A problem with TBMs is it can be difficult/costly to secure the tunnel sufficiently against water ingress. If you mess up that one the cost of your tunnel can easily double or more.

Here in Norway we recently built a railway tunnel with TBMs (Blixtunnelen) and it's having problems with water ingress. A fairly mild problem relative to how bad these can get, but it's enough that the tunnel constantly has to be closed for repairs to the railway infrastructure due to water drips.

1 comments

There are many options with different compromises. Cut and Cover comes in many different versions (some of them you build the cover first and then dig under that). However I'm going to double down and suggest that despite the disadvantages everyone else has raised the overall much lower cost of cut and cover, combined with the advantages of a shallower tunnel, makes it the right answer for a lot more situations. Most people claiming to need something else for some local feature are wrong - they can work around that other objection and be better off. Note that I'm not saying the objection is invalid, just that it should be worked around.
Are you a tunneling engineer?

That over 90% of projects are using TBMs strongly suggests they're usually the better option.

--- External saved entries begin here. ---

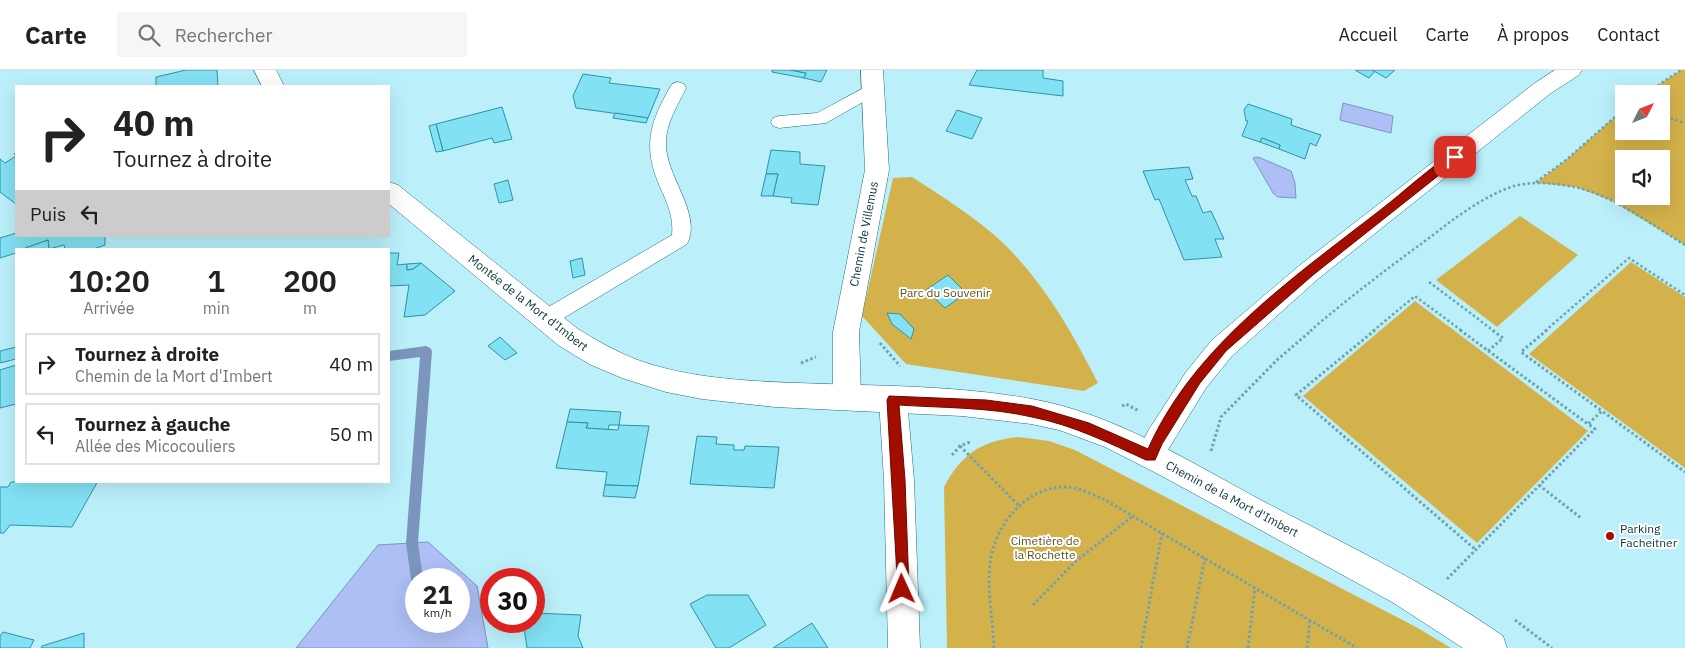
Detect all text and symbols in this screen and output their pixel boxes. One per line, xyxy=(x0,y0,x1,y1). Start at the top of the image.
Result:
search box xyxy=(117,12,467,57)
text: Carte xyxy=(25,19,87,51)
icon: search xyxy=(135,21,163,49)
text: Rechercher xyxy=(175,23,272,47)
text: Accueil xyxy=(1338,23,1397,46)
text: Carte xyxy=(1425,23,1469,46)
text: À propos xyxy=(1497,23,1569,46)
text: Contact xyxy=(1597,23,1660,46)
north arrow xyxy=(1615,85,1670,140)
map controls xyxy=(1615,85,1670,205)
text: 40 m xyxy=(113,100,195,146)
icon: right xyxy=(30,105,95,170)
pin xyxy=(1434,136,1476,178)
icon: arrive xyxy=(1441,143,1469,171)
text: Tournez à droite xyxy=(113,144,272,173)
button: sound xyxy=(1615,150,1670,205)
street label: Chemin de Villemus xyxy=(846,180,881,288)
icon: left xyxy=(76,200,104,228)
text: Puis xyxy=(30,202,66,226)
street label: Montée de la Mort d'Imbert xyxy=(466,251,591,354)
text: 10:20 xyxy=(68,261,150,300)
text: 1 xyxy=(207,261,225,300)
text: 200 xyxy=(283,261,337,300)
park label: Parc du Souvenir xyxy=(900,285,991,300)
text: Arrivée xyxy=(83,298,135,318)
text: min xyxy=(203,298,230,318)
text: m xyxy=(303,298,317,318)
text: Tournez à droite xyxy=(75,342,219,366)
icon: right xyxy=(32,350,60,378)
text: 40 m xyxy=(329,352,373,376)
text: Chemin de la Mort d'Imbert xyxy=(75,366,273,386)
text: Tournez à gauche xyxy=(75,412,231,436)
icon: left xyxy=(32,420,60,448)
text: 50 m xyxy=(329,422,373,446)
text: Allée des Micocouliers xyxy=(75,436,236,456)
street label: Chemin de la Mort d'Imbert xyxy=(1163,457,1301,540)
place label: Parking Facheitner xyxy=(1620,521,1678,550)
marker: Parking Facheitner xyxy=(1604,530,1616,542)
park label: Cimetière de la Rochette xyxy=(1011,533,1080,562)
position arrow xyxy=(875,562,927,614)
speed limit sign: 30 xyxy=(480,568,545,633)
text: 21 xyxy=(422,578,453,611)
text: km/h xyxy=(423,605,452,620)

They are the political option. They disrupt the surface the least and so there are less political objections even though they cost more around the world.

Tunneling engineers do what the customer says. They will tell you what the options are and what they cost then let the customer choose the evpensive option if they want. Their job isn't to choose between options it is to eliminate the impossible (unsafe) ones and let the customer choose the pros andecons of the rest.